Uno di quei ragazzi ha animato nel 2017 la protesta di Borgo Sabotino. È un trentenne grande e grosso, venuto dal Mali, si chiama Mahmadou Ba: «Faceva un freddo bestia, il cibo era da buttare, tanti di noi uscivano per lavorare in nero». Mahmadou sostiene di essere stato molto legato a Liliane e di avere provato grande ammirazione per Soumahoro, conosciuto in piazza a Latina l’estate del 2018: «Condividevamo gli ideali». Poi qualcosa si rompe, si finisce a diffide dai carabinieri. In questa storia è difficile scindere il pubblico dal privato: e l’incrocio privato tra le vite di Liliane e Aboubakar Soumahoro è proprio di quell’estate. Miccio ammette: «È vero, lui arriva dopo. Ma madre e figlia gli hanno nascosto tutto? Poteva non sapere? E, se sai ‘sta cosa, poi ti metti gli stivaloni in Parlamento?». La lista di guai può essere lunga. Gianfranco Cartisano della Uiltucs parla di «arretrati coi lavoratori per 400 mila euro e fino a 22 mensilità non pagate». Possibile che in casa l’argomento fosse tabù?
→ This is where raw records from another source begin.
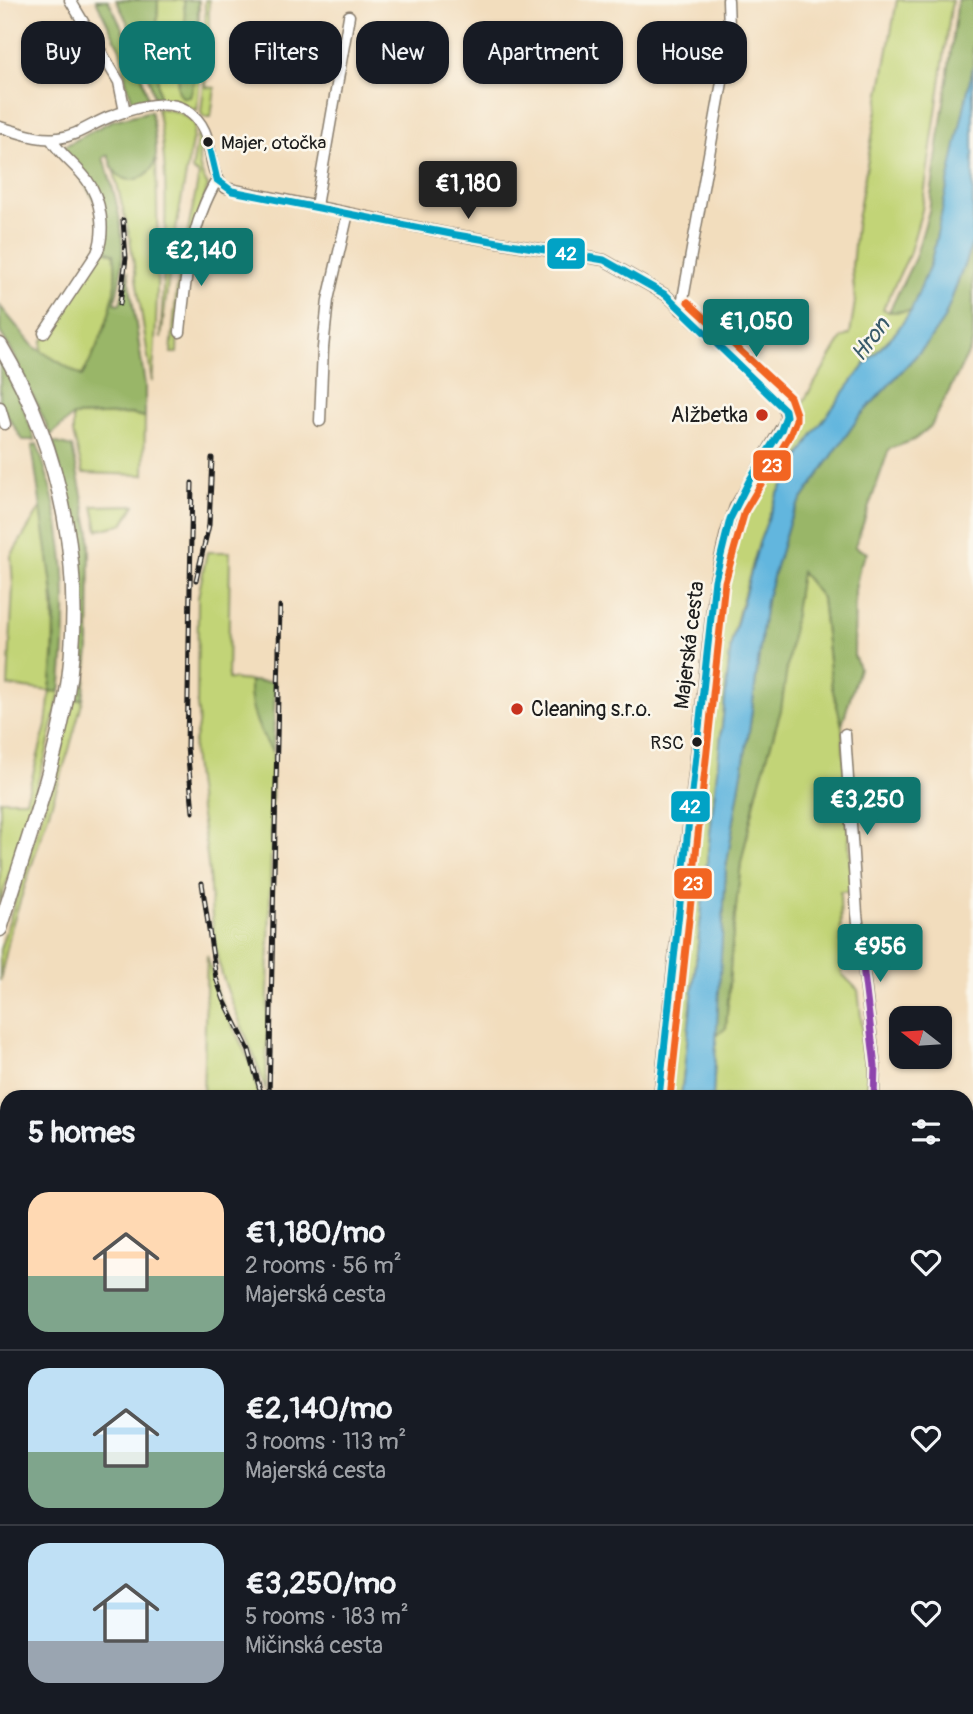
<!DOCTYPE html>
<html lang="en">
<head>
<meta charset="utf-8">
<style>
  :root { --surface:#171b24; --page:#20242c; --text:#f1f3f6; --muted:#9ea1a6; --line:#363941; --accent:#0f766e }
  body { margin:0; font-family:Pangolin,sans-serif; background:var(--page); color:var(--text); height:100vh; display:flex; flex-direction:column; font-size:26px; white-space:nowrap }
  * { box-sizing:border-box; margin:0 }
  p { font-size:23px; color:var(--muted) }
  .icon { flex:none; width:38px; height:38px; fill:none; stroke:currentColor; stroke-width:2; stroke-linecap:round; stroke-linejoin:round }
  .map { position:relative; flex:1; overflow:hidden }
  .panel { position:absolute; left:0px; top:1090px; width:973px; height:625px; display:flex; flex-direction:column; background:var(--surface); border-radius:21px 21px 0 0; box-shadow:0 2px 5px #0004 }
  .panel>* { flex:none }
  .guide { position:absolute; left:21px; top:21px; width:931px; height:63px; display:flex; gap:14px }
  .needle { width:46px; rotate:287deg }
  .buttons { position:absolute; left:889px; top:1006px; display:grid; gap:14px }
  .buttons a { display:grid; place-items:center; width:63px; height:63px; border-radius:14px; background:var(--surface); box-shadow:0 2px 5px #0004; font-size:35px }
  .price { position:absolute; translate:-50% -60px; padding:0 16px; border-radius:7px; background:var(--accent); color:#fff; font-size:23px; line-height:46px; filter:drop-shadow(0 2px 4px #0008) }
  .price::after { content:''; position:absolute; left:50%; top:42px; width:21px; height:16px; margin-left:-10px; background:inherit; clip-path:polygon(0 0,100% 0,50% 100%) }
  .price.on { background:#222; color:#fff }
  ul { padding:0; list-style:none }
  li { display:flex; align-items:center; gap:21px; height:175px; padding:0 28px }
  li+li { border-top:2px solid var(--line) }
  li span { display:grid; place-items:center; flex:none; width:196px; height:140px; border-radius:21px; color:#555 }
  li>.icon { margin-inline-start:auto }
  span .icon { width:84px; height:84px; fill:#fffc; stroke-width:1 }
  li b { font-size:30px }
  h2 { display:flex; justify-content:space-between; align-items:center; height:84px; padding:0 28px; font-size:30px }
  .chip { padding:0 24px; border-radius:21px; background:var(--surface); box-shadow:0 2px 5px #0004; font-size:24px; line-height:63px }
  .chip.on { background:var(--accent); color:#fff }
  .map>svg:first-child { display:block }
</style>
</head>
<body>
<div class="map">
<svg width="973" height="1714" viewBox="0 0 973 1714">
  <rect width="100%" height="100%" fill="#fbf7ec"/>
  <filter id="ink" filterUnits="userSpaceOnUse"><feTurbulence type="fractalNoise" baseFrequency=".0143" numOctaves="2"/><feDisplacementMap in="SourceGraphic" scale="14" xChannelSelector="R" yChannelSelector="G"/><feConvolveMatrix kernelMatrix="1 2 1 2 8 2 1 2 1" color-interpolation-filters="sRGB"/></filter>
  <filter id="wash" filterUnits="userSpaceOnUse"><feTurbulence type="fractalNoise" baseFrequency=".00686" numOctaves="4" result="noise"/><feDisplacementMap in="SourceGraphic" scale="28" xChannelSelector="R" yChannelSelector="G"/><feGaussianBlur stdDeviation="1.57" result="paint"/><feColorMatrix in="noise" values="0 0 0 0 0 0 0 0 0 0 0 0 0 0 0 0 0 1.4 0 .05"/><feComposite in="paint" operator="in"/></filter>
  <g filter="url(#wash)">
    <rect width="100%" height="100%" fill="#f2ddbd"/>
    <g fill="#c2d477" stroke="#6f784a" stroke-width="2">
      <polygon points="158,0 199,0 200,74 197,111 175,100 159,101 156,54"/>
      <polygon points="205,0 209,0 209,43 206,87 215,88 211,117 204,117 201,113 205,74"/>
      <polygon points="897,0 952,0 922,210 909,255 883,309 889,312 911,311 896,332 866,363 795,462 777,495 759,543 739,611 731,644 681,1097 663,1097 705,703 713,662 717,596 729,538 743,501 842,338 850,334 855,302 852,267 856,225"/>
      <path d="M157 108C172 110 185 112 195 125L172 251 161 339C163 266 172 179 157 108Z"/>
      <path d="M199 128C204 140 200 145 199 157 198 168 203 177 208 186 191 243 177 294 177 353H171L177 287 199 175 192 170Z"/>
      <path d="M156 158C158 232 159 308 152 382L130 239 114 171 124 179 147 175Z"/>
      <path d="M104 249 114 254C121 296 102 340 82 376L41 352 42 342Z"/>
      <polygon points="131,414 145,417 144,475 83,473 73,433 73,416"/>
      <polygon points="135,505 123,524 98,530 93,506"/>
      <path d="M41 507C52 572 58 625 50 690L60 692 46 755 0 904V800H26L46 726 50 691 8 686 13 586 11 556Z"/>
      <path d="M207 552H230L228 679 250 681C249 709 258 729 273 753L266 1092C252 1041 224 997 215 945 211 919 211 891 208 865 205 833 197 801 195 769 194 761 192 750 194 742 198 726 200 723 197 706L198 597Z"/>
      <polygon points="801,570 822,598 832,687 842,725 852,892 840,892 842,974 858,990 868,1079 867,1097 713,1097 716,1036 726,1028 732,943 741,863 789,651"/>
      <polygon points="83,699 69,750 11,929 0,981 0,950 62,749 73,700"/>
      <polygon points="207,955 217,993 251,1064 259,1097 203,1097"/>
      <polygon points="617,1708 678,1708 669,1714 614,1714"/>
    </g>
    <g fill="#99b668" stroke="#5a6942" stroke-width="2">
      <path d="M96 0H108C125 33 141 66 149 103L135 106 127 86 120 49Z"/>
      <path d="M116 0H158L156 54 159 101 155 102C147 66 134 33 116 0Z"/>
      <path d="M184 0H198L197 71 190 97H182C172 84 181 74 185 61 189 45 184 17 184 0Z"/>
      <polygon points="958,0 973,0 973,66 959,136 931,262 911,311 889,312 915,258 929,211"/>
      <path d="M151 111C153 125 157 141 156 155 155 177 128 190 114 170 111 166 110 160 108 155L103 158C115 191 125 230 122 265 121 278 117 291 115 303L120 304 128 271 145 385V417L131 414 73 416 51 435 13 353 0 332V306L33 346 82 376C102 340 121 296 114 254L104 249 103 215 63 147 111 121Z"/>
      <polygon points="973,241 973,340 970,350 931,426 914,440 889,449 855,547 867,553 860,565 855,590 854,655 859,668 842,725 832,687 822,598 801,572 781,710 756,795 741,863 732,943 726,1028 716,1036 726,868 750,725 766,601 789,522 798,505 859,417 925,346 944,319"/>
      <polygon points="0,358 22,404 35,440 23,440 0,404"/>
      <path d="M53 442 72 447 90 533 89 651 83 699 73 700C86 607 79 532 53 442Z"/>
      <path d="M37 444C67 528 70 605 60 692L50 691 54 654 55 606 32 446Z"/>
      <path d="M250 681 275 682 273 753C258 729 249 709 250 681Z"/>
    </g>
    <g fill="#62b6de" stroke="#3f697d" stroke-width="2">
      <polygon points="973,66 973,241 944,319 925,346 859,417 798,505 789,522 766,601 750,725 726,868 713,1097 681,1097 731,644 759,543 777,495 813,434 866,363 896,332 911,311 931,262"/>
      <polygon points="412,1708 469,1708 462,1714 405,1714"/>
    </g>
  </g>
  <g filter="url(#ink)">
    <g fill="none" stroke-linecap="round" stroke-linejoin="round">
      <g stroke="#877c6c" stroke-width="13">
        <g id="minor">
          <polyline points="70,0 119,82 125,112"/>
          <path d="M0 127C18 132 39 141 58 138 78 136 94 122 112 116 133 108 166 98 186 110 220 131 202 170 226 188L451 234 604 260 666 295 782 404 786 416 784 423 735 507 726 533 715 580 659 1097"/>
          <polyline points="316,206 349,16"/>
          <polyline points="681,310 726,60 729,28 728,0"/>
          <path d="M180 332C185 281 190 224 217 180"/>
          <path d="M44 333 97 253C106 231 101 199 87 180 76 165 60 155 51 139"/>
          <polyline points="0,407 5,424"/>
          <polyline points="320,421 323,348 328,300 348,213"/>
          <polyline points="845,734 857,914 875,1066 874,1097"/>
          <polyline points="0,1451 4,1440"/>
          <polyline points="966,1581 973,1579"/>
          <polyline points="802,1708 806,1714"/>
          <polyline points="378,1714 385,1708"/>
          <polyline points="676,1714 685,1708"/>
        </g>
      </g>
      <g stroke="#877c6c" stroke-width="17">
        <g id="major">
          <path d="M0 345C63 451 87 577 66 699 52 777 23 853 0 929"/>
          <polyline points="0,1406 2,1408"/>
          <polyline points="966,1684 973,1677"/>
          <polyline points="942,1714 946,1708"/>
        </g>
      </g>
      <use href="#minor" stroke="#fff" stroke-width="10"/>
      <use href="#major" stroke="#fff" stroke-width="14"/>
      <g stroke="#1c1c1c" stroke-width="5">
        <g id="rail">
          <polyline points="120,304 126,258 123,220"/>
          <polyline points="192,483 187,747 193,812"/>
          <polyline points="196,580 209,525 212,458"/>
          <polyline points="202,883 216,978 224,1000 249,1050 262,1097"/>
          <polyline points="269,1097 280,606"/>
        </g>
      </g>
      <use href="#rail" stroke="#fbf7ec" stroke-width="2.5" stroke-dasharray="8" stroke-linecap="butt"/>
      <g stroke="#fbf7ec" stroke-width="12">
        <polyline id="bus-1" points="208,142 217,180 232,191 451,234 604,260 666,295 785,410 786,416 781,430 749,481 730,519 715,580 659,1097"/>
      </g>
      <g stroke="#fbf7ec" stroke-width="12">
        <polyline id="bus-2" points="670,1097 725,582 745,511 790,435 796,420 796,414 790,397 688,302"/>
      </g>
      <g stroke="#fbf7ec" stroke-width="12">
        <polyline id="bus-3" points="860,941 875,1066 874,1097"/>
      </g>
      <use href="#bus-1" stroke="#01a2c5" stroke-width="7"/>
      <use href="#bus-2" stroke="#f26522" stroke-width="7"/>
      <use href="#bus-3" stroke="#8e44ad" stroke-width="7"/>
    </g>
  </g>
  <g fill="#1c1c1c" stroke="#fbf7ec" stroke-width="2.5">
    <circle cx="208" cy="142" r="6"/>
    <circle cx="697" cy="742" r="6"/>
  </g>
  <g fill="#c8321e" stroke="#fbf7ec" stroke-width="2.5">
    <circle cx="762" cy="415" r="7"/>
    <circle cx="517" cy="709" r="7"/>
  </g>
  <g text-anchor="middle" stroke-width="5" stroke-linejoin="round" paint-order="stroke">
    <g font-size="19" fill="#1c1c1c" stroke="#fbf7ec" text-anchor="start">
      <text x="221" y="149">Majer, otočka</text>
      <text x="684" y="749" text-anchor="end">RSC</text>
    </g>
    <g font-size="21" fill="#1c1c1c" stroke="#fbf7ec" text-anchor="end">
      <text x="748" y="422">Alžbetka</text>
      <text x="531" y="716" text-anchor="start">Cleaning s.r.o.</text>
    </g>
    <g font-size="21" fill="#1c1c1c" stroke="#fbf7ec">
      <text transform="translate(689 645) rotate(-83)" y="7">Majerská cesta</text>
    </g>
    <g font-size="23" font-style="italic" fill="#385a6a" stroke="#fbf7ec">
      <text transform="translate(870 339) rotate(-53)" y="8">Hron</text>
    </g>
  </g>
  <g stroke="#fbf7ec" stroke-width="2.5">
    <rect x="546" y="237" width="40" height="33" rx="7" fill="#01a2c5"/>
    <rect x="752" y="449" width="40" height="33" rx="7" fill="#f26522"/>
    <rect x="670" y="790" width="41" height="33" rx="7" fill="#01a2c5"/>
    <rect x="673" y="867" width="40" height="33" rx="7" fill="#f26522"/>
  </g>
  <g font-size="19" text-anchor="middle" font-weight="bold" fill="#fff">
    <text x="566" y="260">42</text>
    <text x="772" y="472">23</text>
    <text x="690" y="813">42</text>
    <text x="693" y="890">23</text>
  </g>
</svg>
<div class="buttons">
<a><svg class="needle" viewBox="-14 -14 28 28"><path d="M0-13l5 13h-10z" fill="#e53935"/><path d="M0 13l5-13h-10z" fill="#9ea1a6"/></svg></a>
</div>
<b class="price on" style="left:468px;top:221px">€1,180</b>
<b class="price" style="left:201px;top:288px">€2,140</b>
<b class="price" style="left:756px;top:359px">€1,050</b>
<b class="price" style="left:867px;top:837px">€3,250</b>
<b class="price" style="left:880px;top:984px">€956</b>
<div class="guide">
<a class="chip">Buy</a>
<a class="chip on">Rent</a>
<a class="chip">Filters</a>
<a class="chip">New</a>
<a class="chip">Apartment</a>
<a class="chip">House</a>
</div>
<section class="panel">
<h2>5 homes<svg class="icon" aria-label="filters" viewBox="0 0 24 24"><path d="M4 7h16M4 17h16"/><circle cx="9" cy="7" r="2"/><circle cx="15" cy="17" r="2"/></svg></h2>
<ul>
<li><span style="background:linear-gradient(#ffd9b3 60%,#7fa58c 0)"><svg class="icon" aria-label="home" viewBox="0 0 24 24"><path d="M3 11l9-7 9 7M6 9v11h12V9"/></svg></span><div><b>€1,180/mo</b><p>2 rooms · 56 m²</p><p>Majerská cesta</p></div><svg class="icon" aria-label="heart" viewBox="0 0 24 24"><path d="M12 20l-8-8c-3-5 5-10 8-4 3-6 11-1 8 4z"/></svg></li>
<li><span style="background:linear-gradient(#bfe0f5 60%,#7fa58c 0)"><svg class="icon" aria-label="home" viewBox="0 0 24 24"><path d="M3 11l9-7 9 7M6 9v11h12V9"/></svg></span><div><b>€2,140/mo</b><p>3 rooms · 113 m²</p><p>Majerská cesta</p></div><svg class="icon" aria-label="heart" viewBox="0 0 24 24"><path d="M12 20l-8-8c-3-5 5-10 8-4 3-6 11-1 8 4z"/></svg></li>
<li><span style="background:linear-gradient(#bfe0f5 70%,#9aa5b1 0)"><svg class="icon" aria-label="home" viewBox="0 0 24 24"><path d="M3 11l9-7 9 7M6 9v11h12V9"/></svg></span><div><b>€3,250/mo</b><p>5 rooms · 183 m²</p><p>Mičinská cesta</p></div><svg class="icon" aria-label="heart" viewBox="0 0 24 24"><path d="M12 20l-8-8c-3-5 5-10 8-4 3-6 11-1 8 4z"/></svg></li>
</ul>
</section>
</div>
</body>
</html>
Soumahoro è prudente: «Non voglio eludere le domande, ma non avendo vissuto nulla di questa vicenda finirei per fare un’informazione approssimativa con un’indagine della Procura in corso». È protettivo verso il suo amore: «Mia moglie è attualmente disoccupata. Non ha nessuna cooperativa. E quando l’ho conosciuta già lavorava nel mondo dell’accoglienza. Quando vorranno sentirla, fornirà tutti i chiarimenti».
Il rappresentante
Sono la voce di 600 mila italiani che non riescono a curarsi. Non tentate di zittirmi!
Ma la questione più grave non è penale. I referenti della memorabile ascesa sono sconcertati. Uno di loro, un parlamentare che chiede anonimato, sbotta: «Cado dalle nuvole e sono incavolato come una bestia!». Non poteva non sapere è un teorema giudiziario controverso. «E infatti non piace neanche a me», dice il sociologo Marco Omizzolo, animatore di mille battaglie per i diritti dei braccianti nel Pontino: «Però la faccenda è politica. Non si può credere a uno stato diffuso di ingenuità. E a Latina tutti sapevano».